Each entry should be set down exactly as written, except for any picture it holds.

*** Given information ***

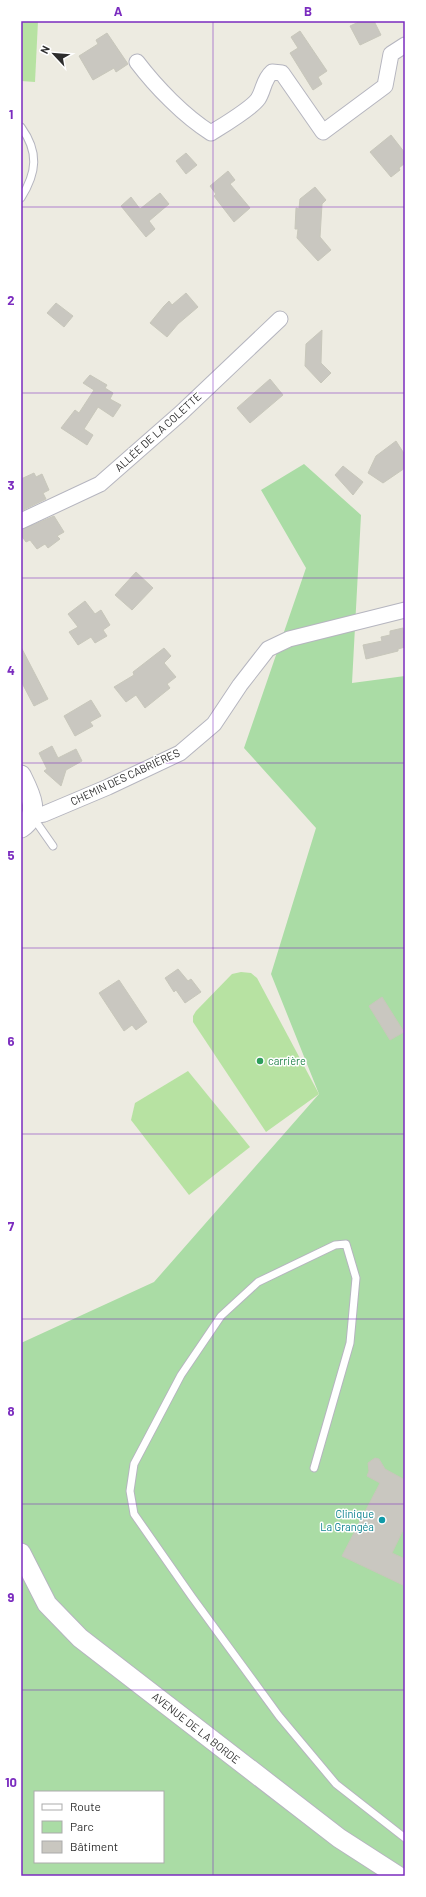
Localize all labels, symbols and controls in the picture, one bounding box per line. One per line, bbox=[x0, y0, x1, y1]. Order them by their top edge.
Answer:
text: A bbox=[114, 3, 123, 19]
text: B bbox=[304, 3, 312, 19]
north arrow bbox=[34, 34, 74, 74]
text: N bbox=[37, 43, 52, 56]
text: 1 bbox=[9, 106, 13, 122]
text: 2 bbox=[7, 292, 15, 308]
street label: ALLÉE DE LA COLETTE bbox=[112, 389, 204, 474]
text: 3 bbox=[7, 477, 15, 493]
text: 4 bbox=[7, 662, 15, 678]
street label: CHEMIN DES CABRIÈRES bbox=[68, 745, 182, 808]
text: 5 bbox=[7, 847, 15, 863]
text: 6 bbox=[8, 1033, 15, 1049]
place label: carrière bbox=[268, 1054, 306, 1067]
marker: carrière bbox=[255, 1056, 265, 1066]
text: 7 bbox=[8, 1218, 15, 1234]
text: 8 bbox=[7, 1403, 15, 1419]
place label: Clinique La Grangéa bbox=[320, 1507, 374, 1533]
marker: Clinique La Grangéa bbox=[377, 1515, 387, 1525]
text: 9 bbox=[8, 1589, 15, 1605]
street label: AVENUE DE LA BORDE bbox=[150, 1689, 243, 1766]
text: 10 bbox=[5, 1774, 17, 1790]
legend bbox=[34, 1791, 164, 1863]
text: Route bbox=[70, 1799, 101, 1813]
text: Parc bbox=[70, 1819, 94, 1833]
text: Bâtiment bbox=[70, 1839, 118, 1853]

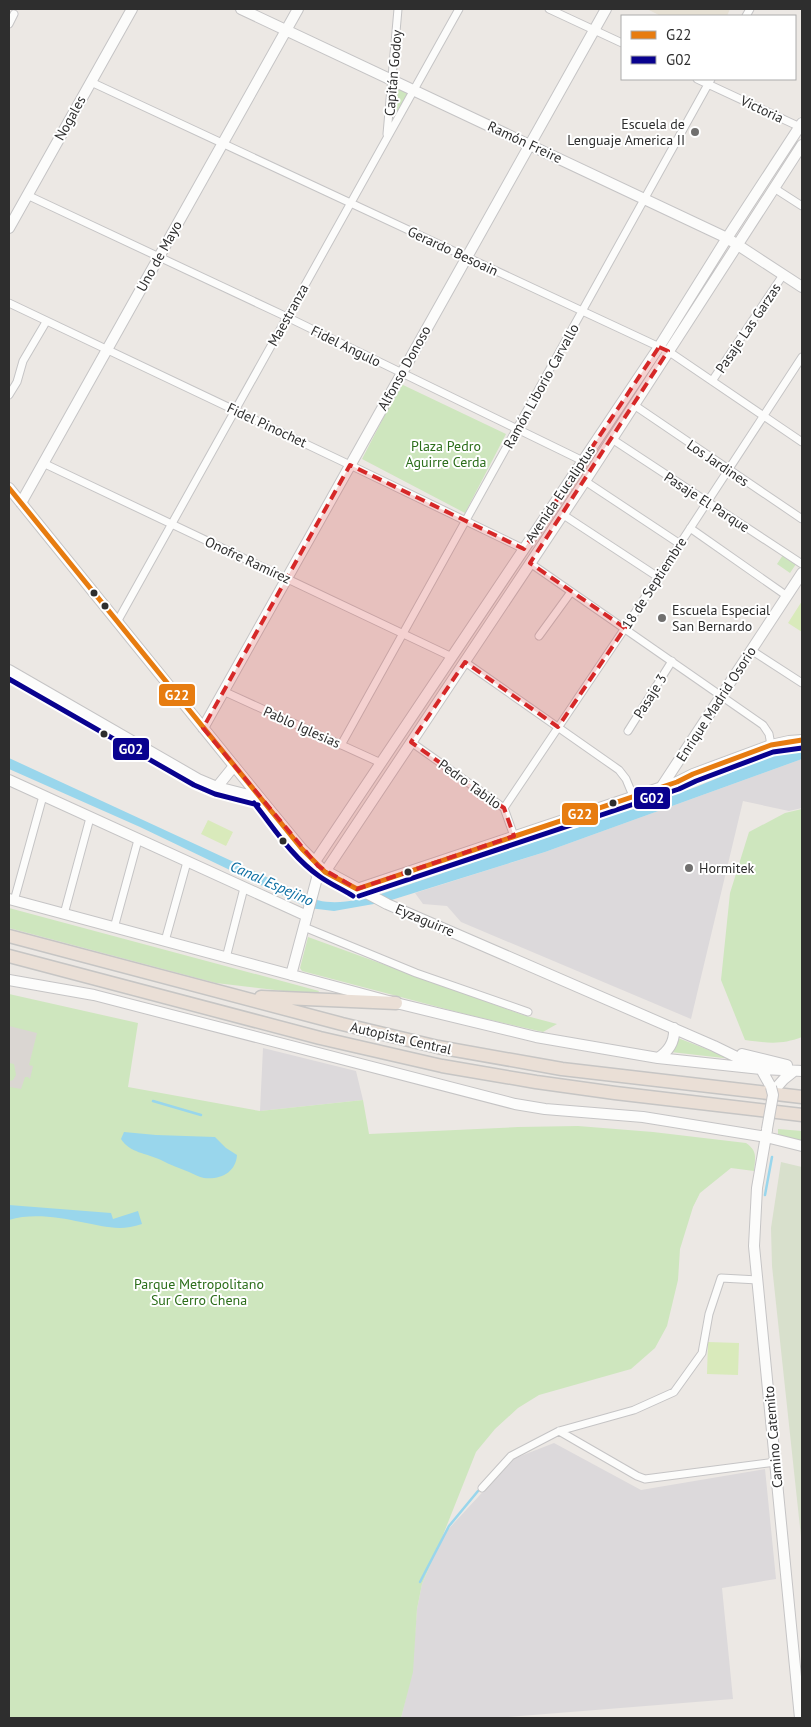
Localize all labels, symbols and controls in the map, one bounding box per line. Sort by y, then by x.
legend [621,15,796,80]
text: G22 [666,25,692,44]
street label: Capitán Godoy [380,29,406,117]
text: G02 [666,50,692,69]
street label: Victoria [737,91,787,127]
street label: Nogales [50,92,90,144]
place label: Escuela de Lenguaje America II [567,115,685,149]
street label: Ramón Freire [485,117,565,167]
marker: Escuela de Lenguaje America II [689,126,701,138]
street label: Uno de Mayo [132,217,186,295]
street label: Gerardo Besoain [405,222,501,280]
street label: Pasaje Las Garzas [711,280,785,376]
street label: Maestranza [264,281,312,349]
street label: Ramón Liborio Carvallo [499,320,583,452]
street label: Fidel Angulo [308,321,384,371]
street label: Alfonso Donoso [373,322,435,414]
street label: Fidel Pinochet [224,399,310,451]
street label: Los Jardines [683,436,753,490]
park label: Plaza Pedro Aguirre Cerda [405,437,487,471]
street label: Avenida Eucaliptus [521,442,599,546]
street label: Pasaje El Parque [661,468,753,536]
street label: Onofre Ramírez [202,532,294,588]
street label: 18 de Septiembre [618,534,690,632]
unlabelled marker [89,588,99,598]
unlabelled marker [100,601,110,611]
place label: Escuela Especial San Bernardo [672,601,770,635]
marker: Escuela Especial San Bernardo [656,612,668,624]
street label: Enrique Madrid Osorio [672,643,760,765]
street label: Pasaje 3 [629,670,671,722]
line badge: G22 [158,683,196,707]
text: G22 [165,686,189,704]
street label: Pablo Iglesias [261,702,343,752]
unlabelled marker [99,729,109,739]
line badge: G02 [112,737,150,761]
text: G02 [119,740,143,758]
street label: Pedro Tabilo [435,755,505,813]
line badge: G02 [633,786,671,810]
text: G02 [640,789,664,807]
unlabelled marker [608,798,618,808]
line badge: G22 [561,802,599,826]
text: G22 [568,805,592,823]
unlabelled marker [278,836,288,846]
water label: Canal Espejino [227,856,317,910]
place label: Hormitek [699,859,754,877]
marker: Hormitek [683,862,695,874]
unlabelled marker [403,867,413,877]
street label: Eyzaguirre [393,899,457,941]
street label: Autopista Central [349,1018,453,1058]
park label: Parque Metropolitano Sur Cerro Chena [134,1275,264,1309]
street label: Camino Catemito [760,1385,786,1489]

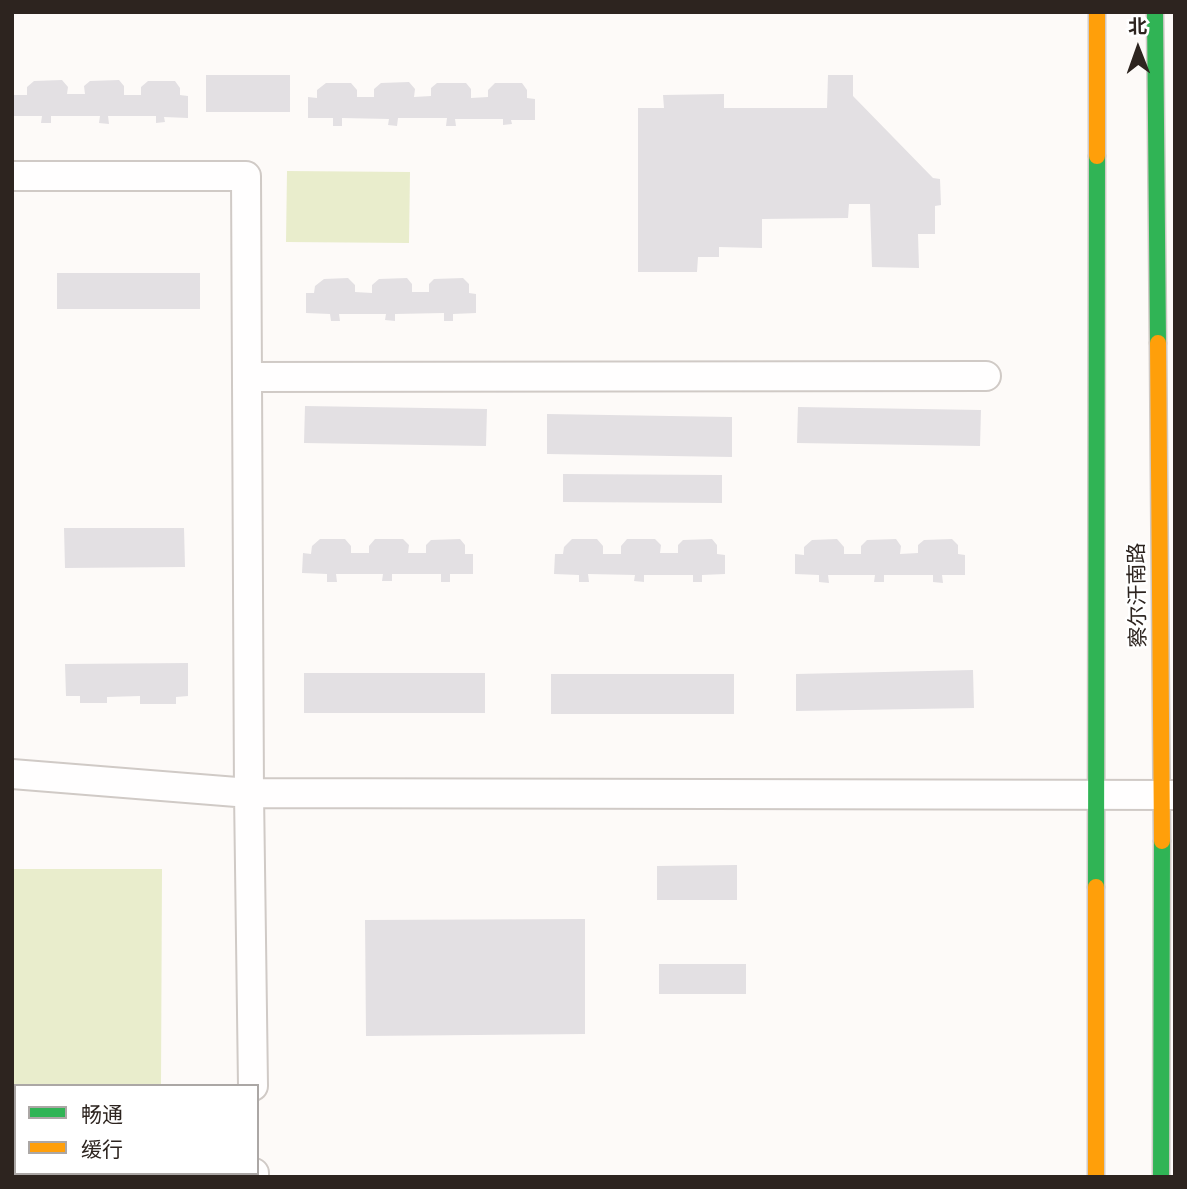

*** End of Given information ***

▶ Task response:
Localize all labels, symbols and controls in the picture, one bounding box per line. One per line, bbox=[x0, y0, x1, y1]. Order them by their top edge.
Answer:
text: A bbox=[114, 3, 123, 19]
text: B bbox=[304, 3, 312, 19]
north arrow bbox=[34, 34, 74, 74]
text: N bbox=[37, 43, 52, 56]
text: 1 bbox=[9, 106, 13, 122]
text: 2 bbox=[7, 292, 15, 308]
street label: ALLÉE DE LA COLETTE bbox=[112, 389, 204, 474]
text: 3 bbox=[7, 477, 15, 493]
text: 4 bbox=[7, 662, 15, 678]
street label: CHEMIN DES CABRIÈRES bbox=[68, 745, 182, 808]
text: 5 bbox=[7, 847, 15, 863]
text: 6 bbox=[8, 1033, 15, 1049]
place label: carrière bbox=[268, 1054, 306, 1067]
marker: carrière bbox=[255, 1056, 265, 1066]
text: 7 bbox=[8, 1218, 15, 1234]
text: 8 bbox=[7, 1403, 15, 1419]
place label: Clinique La Grangéa bbox=[320, 1507, 374, 1533]
marker: Clinique La Grangéa bbox=[377, 1515, 387, 1525]
text: 9 bbox=[8, 1589, 15, 1605]
street label: AVENUE DE LA BORDE bbox=[150, 1689, 243, 1766]
text: 10 bbox=[5, 1774, 17, 1790]
legend bbox=[34, 1791, 164, 1863]
text: Route bbox=[70, 1799, 101, 1813]
text: Parc bbox=[70, 1819, 94, 1833]
text: Bâtiment bbox=[70, 1839, 118, 1853]

Localize all labels, symbols and controls in the map, one bounding box per line. Sort by y, then by x.
legend [621,15,796,80]
text: G22 [666,25,692,44]
street label: Capitán Godoy [380,29,406,117]
text: G02 [666,50,692,69]
street label: Victoria [737,91,787,127]
street label: Nogales [50,92,90,144]
place label: Escuela de Lenguaje America II [567,115,685,149]
street label: Ramón Freire [485,117,565,167]
marker: Escuela de Lenguaje America II [689,126,701,138]
street label: Uno de Mayo [132,217,186,295]
street label: Gerardo Besoain [405,222,501,280]
street label: Pasaje Las Garzas [711,280,785,376]
street label: Maestranza [264,281,312,349]
street label: Ramón Liborio Carvallo [499,320,583,452]
street label: Fidel Angulo [308,321,384,371]
street label: Alfonso Donoso [373,322,435,414]
street label: Fidel Pinochet [224,399,310,451]
street label: Los Jardines [683,436,753,490]
park label: Plaza Pedro Aguirre Cerda [405,437,487,471]
street label: Avenida Eucaliptus [521,442,599,546]
street label: Pasaje El Parque [661,468,753,536]
street label: Onofre Ramírez [202,532,294,588]
street label: 18 de Septiembre [618,534,690,632]
unlabelled marker [89,588,99,598]
unlabelled marker [100,601,110,611]
place label: Escuela Especial San Bernardo [672,601,770,635]
marker: Escuela Especial San Bernardo [656,612,668,624]
street label: Enrique Madrid Osorio [672,643,760,765]
street label: Pasaje 3 [629,670,671,722]
line badge: G22 [158,683,196,707]
text: G22 [165,686,189,704]
street label: Pablo Iglesias [261,702,343,752]
unlabelled marker [99,729,109,739]
line badge: G02 [112,737,150,761]
text: G02 [119,740,143,758]
street label: Pedro Tabilo [435,755,505,813]
line badge: G02 [633,786,671,810]
text: G02 [640,789,664,807]
unlabelled marker [608,798,618,808]
line badge: G22 [561,802,599,826]
text: G22 [568,805,592,823]
unlabelled marker [278,836,288,846]
water label: Canal Espejino [227,856,317,910]
place label: Hormitek [699,859,754,877]
marker: Hormitek [683,862,695,874]
unlabelled marker [403,867,413,877]
street label: Eyzaguirre [393,899,457,941]
street label: Autopista Central [349,1018,453,1058]
park label: Parque Metropolitano Sur Cerro Chena [134,1275,264,1309]
street label: Camino Catemito [760,1385,786,1489]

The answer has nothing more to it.